You are in your 40s, you have been putting money into NPS for a while, and suddenly retirement does not feel that far away. What can you actually take out? And what changed in December 2025? A lot.
The PFRDA latest amendments let non-government subscribers withdraw up to 80% as a lump sum (up from 60%), reduced the mandatory annuity to 20% (down from 40%), extended the deferment age to 85, and removed the minimum lock-in for premature exit entirely. These changes affect over 2.17 crore NPS subscribers as of FY26. (The 10.4 crore number you sometimes see includes APY accounts, not NPS alone.)

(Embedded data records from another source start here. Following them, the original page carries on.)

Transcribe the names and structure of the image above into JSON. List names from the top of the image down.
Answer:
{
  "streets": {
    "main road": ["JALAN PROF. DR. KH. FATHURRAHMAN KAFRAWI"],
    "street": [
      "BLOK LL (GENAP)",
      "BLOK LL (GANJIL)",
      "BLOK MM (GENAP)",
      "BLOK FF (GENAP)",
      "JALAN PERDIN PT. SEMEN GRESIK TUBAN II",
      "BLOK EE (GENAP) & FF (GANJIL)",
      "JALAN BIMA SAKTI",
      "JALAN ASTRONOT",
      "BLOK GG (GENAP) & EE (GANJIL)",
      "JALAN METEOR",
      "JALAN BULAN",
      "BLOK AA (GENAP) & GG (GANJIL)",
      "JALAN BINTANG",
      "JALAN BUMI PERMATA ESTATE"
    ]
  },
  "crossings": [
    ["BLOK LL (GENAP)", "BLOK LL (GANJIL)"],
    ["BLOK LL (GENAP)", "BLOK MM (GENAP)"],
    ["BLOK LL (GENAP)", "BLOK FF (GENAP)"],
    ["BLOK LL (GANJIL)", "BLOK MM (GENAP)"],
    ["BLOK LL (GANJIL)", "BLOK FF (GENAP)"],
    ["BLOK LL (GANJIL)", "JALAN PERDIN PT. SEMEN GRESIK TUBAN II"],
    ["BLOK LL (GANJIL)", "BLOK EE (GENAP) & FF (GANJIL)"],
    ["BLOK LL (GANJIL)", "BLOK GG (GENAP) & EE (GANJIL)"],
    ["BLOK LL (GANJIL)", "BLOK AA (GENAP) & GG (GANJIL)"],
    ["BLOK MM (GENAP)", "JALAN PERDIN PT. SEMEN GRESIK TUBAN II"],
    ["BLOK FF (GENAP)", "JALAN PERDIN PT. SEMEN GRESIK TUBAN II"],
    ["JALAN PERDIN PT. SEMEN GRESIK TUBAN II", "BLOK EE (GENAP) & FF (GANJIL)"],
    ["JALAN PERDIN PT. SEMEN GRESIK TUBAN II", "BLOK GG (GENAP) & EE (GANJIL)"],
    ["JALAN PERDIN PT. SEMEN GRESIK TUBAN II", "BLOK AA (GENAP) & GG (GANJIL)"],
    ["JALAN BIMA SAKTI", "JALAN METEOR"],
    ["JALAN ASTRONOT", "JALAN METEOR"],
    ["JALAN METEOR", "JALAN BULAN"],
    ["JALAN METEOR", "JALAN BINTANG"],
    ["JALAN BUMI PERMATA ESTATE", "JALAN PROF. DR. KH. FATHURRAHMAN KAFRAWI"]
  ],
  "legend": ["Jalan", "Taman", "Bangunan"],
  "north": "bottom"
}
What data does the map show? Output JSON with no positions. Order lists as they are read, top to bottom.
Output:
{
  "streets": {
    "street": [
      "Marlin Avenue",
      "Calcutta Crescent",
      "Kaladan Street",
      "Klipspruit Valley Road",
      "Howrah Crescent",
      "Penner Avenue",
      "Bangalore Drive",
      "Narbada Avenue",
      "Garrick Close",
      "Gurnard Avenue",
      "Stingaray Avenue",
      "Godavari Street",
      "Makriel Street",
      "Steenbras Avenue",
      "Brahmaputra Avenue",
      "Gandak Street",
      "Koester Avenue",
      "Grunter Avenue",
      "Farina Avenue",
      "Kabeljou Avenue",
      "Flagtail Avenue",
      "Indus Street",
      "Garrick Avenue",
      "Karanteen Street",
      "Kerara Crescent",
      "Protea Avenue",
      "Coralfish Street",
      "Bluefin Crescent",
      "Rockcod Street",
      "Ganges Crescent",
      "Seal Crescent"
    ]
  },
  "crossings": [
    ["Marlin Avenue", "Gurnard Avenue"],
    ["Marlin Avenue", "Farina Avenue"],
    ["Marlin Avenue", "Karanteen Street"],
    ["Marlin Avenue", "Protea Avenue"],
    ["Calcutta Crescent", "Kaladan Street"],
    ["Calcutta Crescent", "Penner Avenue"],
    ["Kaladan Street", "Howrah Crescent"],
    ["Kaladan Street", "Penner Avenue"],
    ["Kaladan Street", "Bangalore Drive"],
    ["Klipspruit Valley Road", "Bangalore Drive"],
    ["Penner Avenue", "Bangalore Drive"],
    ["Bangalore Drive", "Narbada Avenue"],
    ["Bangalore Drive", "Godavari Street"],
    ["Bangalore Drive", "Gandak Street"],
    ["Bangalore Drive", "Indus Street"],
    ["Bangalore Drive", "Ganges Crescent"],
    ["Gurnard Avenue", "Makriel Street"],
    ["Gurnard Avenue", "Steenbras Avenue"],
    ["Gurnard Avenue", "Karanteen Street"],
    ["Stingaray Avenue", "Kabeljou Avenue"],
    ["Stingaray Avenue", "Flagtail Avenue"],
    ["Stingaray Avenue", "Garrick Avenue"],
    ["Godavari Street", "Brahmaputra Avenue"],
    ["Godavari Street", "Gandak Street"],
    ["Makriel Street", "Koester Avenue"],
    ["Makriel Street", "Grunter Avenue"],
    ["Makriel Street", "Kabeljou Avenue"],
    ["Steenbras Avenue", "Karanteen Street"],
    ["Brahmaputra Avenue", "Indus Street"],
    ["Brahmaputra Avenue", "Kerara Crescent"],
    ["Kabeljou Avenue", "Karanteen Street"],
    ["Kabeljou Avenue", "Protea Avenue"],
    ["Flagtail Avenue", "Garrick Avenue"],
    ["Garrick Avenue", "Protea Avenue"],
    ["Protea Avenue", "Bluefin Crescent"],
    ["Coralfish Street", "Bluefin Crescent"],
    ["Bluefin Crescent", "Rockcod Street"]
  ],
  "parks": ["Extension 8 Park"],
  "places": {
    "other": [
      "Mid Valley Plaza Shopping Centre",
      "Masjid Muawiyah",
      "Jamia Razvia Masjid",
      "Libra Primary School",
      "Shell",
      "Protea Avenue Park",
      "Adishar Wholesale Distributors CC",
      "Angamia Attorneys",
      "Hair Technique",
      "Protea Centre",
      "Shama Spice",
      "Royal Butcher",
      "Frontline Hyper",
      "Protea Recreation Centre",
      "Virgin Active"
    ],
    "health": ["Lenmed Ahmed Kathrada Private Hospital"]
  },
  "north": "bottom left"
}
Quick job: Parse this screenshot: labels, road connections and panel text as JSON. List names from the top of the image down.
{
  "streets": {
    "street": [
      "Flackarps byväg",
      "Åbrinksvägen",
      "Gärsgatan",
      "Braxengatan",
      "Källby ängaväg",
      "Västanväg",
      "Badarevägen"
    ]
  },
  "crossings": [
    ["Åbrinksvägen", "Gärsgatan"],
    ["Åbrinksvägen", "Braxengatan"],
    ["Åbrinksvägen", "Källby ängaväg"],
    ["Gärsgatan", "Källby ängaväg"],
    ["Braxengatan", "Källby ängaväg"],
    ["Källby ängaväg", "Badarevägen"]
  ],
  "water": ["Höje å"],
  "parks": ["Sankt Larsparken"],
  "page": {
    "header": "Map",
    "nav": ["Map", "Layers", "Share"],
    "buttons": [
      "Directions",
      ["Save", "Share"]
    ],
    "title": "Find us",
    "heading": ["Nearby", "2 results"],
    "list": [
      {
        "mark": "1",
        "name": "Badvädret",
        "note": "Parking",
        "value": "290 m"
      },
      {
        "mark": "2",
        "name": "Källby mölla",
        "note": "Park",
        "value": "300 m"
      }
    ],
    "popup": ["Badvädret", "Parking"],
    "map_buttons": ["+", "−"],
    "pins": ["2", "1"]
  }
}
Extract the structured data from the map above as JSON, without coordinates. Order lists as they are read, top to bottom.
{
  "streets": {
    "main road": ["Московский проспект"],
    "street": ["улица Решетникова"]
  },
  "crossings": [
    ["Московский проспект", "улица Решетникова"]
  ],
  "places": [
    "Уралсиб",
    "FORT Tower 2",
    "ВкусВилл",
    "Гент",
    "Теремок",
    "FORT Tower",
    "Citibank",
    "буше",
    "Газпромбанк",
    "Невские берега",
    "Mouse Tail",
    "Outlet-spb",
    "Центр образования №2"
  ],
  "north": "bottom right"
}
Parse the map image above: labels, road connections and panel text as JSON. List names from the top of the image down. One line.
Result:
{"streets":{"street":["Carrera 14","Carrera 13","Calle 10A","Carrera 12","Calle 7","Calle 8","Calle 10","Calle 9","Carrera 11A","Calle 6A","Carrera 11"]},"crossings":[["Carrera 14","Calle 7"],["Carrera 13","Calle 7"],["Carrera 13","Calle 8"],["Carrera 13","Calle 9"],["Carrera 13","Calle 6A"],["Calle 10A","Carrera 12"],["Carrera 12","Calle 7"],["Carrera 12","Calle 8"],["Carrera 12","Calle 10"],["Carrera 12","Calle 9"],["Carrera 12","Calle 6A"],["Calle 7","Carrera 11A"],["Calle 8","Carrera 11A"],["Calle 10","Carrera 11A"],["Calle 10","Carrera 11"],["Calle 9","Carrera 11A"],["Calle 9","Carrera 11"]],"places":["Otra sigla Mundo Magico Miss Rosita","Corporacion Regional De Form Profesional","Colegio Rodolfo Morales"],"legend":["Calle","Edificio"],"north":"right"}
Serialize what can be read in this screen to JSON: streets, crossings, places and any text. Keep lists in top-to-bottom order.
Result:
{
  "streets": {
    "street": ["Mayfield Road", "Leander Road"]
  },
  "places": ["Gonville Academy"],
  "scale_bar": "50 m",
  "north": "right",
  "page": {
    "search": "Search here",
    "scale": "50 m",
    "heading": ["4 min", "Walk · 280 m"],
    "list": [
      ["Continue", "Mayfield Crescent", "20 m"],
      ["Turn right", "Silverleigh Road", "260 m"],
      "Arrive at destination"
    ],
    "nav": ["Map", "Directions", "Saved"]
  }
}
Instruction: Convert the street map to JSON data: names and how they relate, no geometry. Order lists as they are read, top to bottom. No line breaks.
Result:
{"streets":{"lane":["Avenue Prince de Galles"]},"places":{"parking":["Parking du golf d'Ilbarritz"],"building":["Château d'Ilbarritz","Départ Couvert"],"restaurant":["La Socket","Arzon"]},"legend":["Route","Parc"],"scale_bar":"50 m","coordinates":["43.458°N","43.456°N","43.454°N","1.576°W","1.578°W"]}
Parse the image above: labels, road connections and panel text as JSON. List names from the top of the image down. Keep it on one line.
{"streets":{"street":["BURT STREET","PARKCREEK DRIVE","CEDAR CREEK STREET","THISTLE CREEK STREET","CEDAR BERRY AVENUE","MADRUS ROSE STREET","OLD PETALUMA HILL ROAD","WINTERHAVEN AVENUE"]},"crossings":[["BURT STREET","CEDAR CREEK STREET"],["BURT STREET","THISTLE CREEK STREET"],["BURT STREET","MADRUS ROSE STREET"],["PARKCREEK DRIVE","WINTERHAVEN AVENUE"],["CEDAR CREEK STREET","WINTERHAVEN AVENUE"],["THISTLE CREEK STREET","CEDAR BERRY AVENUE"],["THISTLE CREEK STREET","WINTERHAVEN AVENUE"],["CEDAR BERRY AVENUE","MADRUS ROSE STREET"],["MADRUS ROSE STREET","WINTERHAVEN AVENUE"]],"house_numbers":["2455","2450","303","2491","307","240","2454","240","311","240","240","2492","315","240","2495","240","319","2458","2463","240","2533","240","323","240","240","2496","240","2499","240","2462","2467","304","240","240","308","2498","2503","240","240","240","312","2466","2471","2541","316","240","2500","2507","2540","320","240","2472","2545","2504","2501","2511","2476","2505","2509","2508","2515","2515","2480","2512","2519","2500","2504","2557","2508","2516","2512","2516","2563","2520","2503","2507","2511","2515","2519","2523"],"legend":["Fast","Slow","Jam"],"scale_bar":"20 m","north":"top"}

Here is what that means at each stage.
Early Career (Under 45)
If you joined NPS recently, here is the good news: the minimum lock-in for premature exit has been removed (previously 5 years for the All Citizen Model). You can also make partial withdrawals — up to 25% of your own contributions (not the employer part) for things like higher education, marriage, or buying a house. One catch: that 25% is for your first withdrawal only. For subsequent ones, it is 25% of the incremental contributions you have made since the last withdrawal.
Example: if you have put in Rs 2 lakh of your own money on your first withdrawal, you can take out Rs 50,000.
Tier 2 accounts, meanwhile, have no lock-in and no withdrawal restrictions — think of them as a savings account attached to your pension account.
Pre-Retirement (45 to 60)
This is where the rules diverge depending on who you work for:
- Government employees must put 40% of the corpus into an annuity.
- Non-government subscribers (including corporate sector) can keep it to just 20%, thanks to the December 2025 change.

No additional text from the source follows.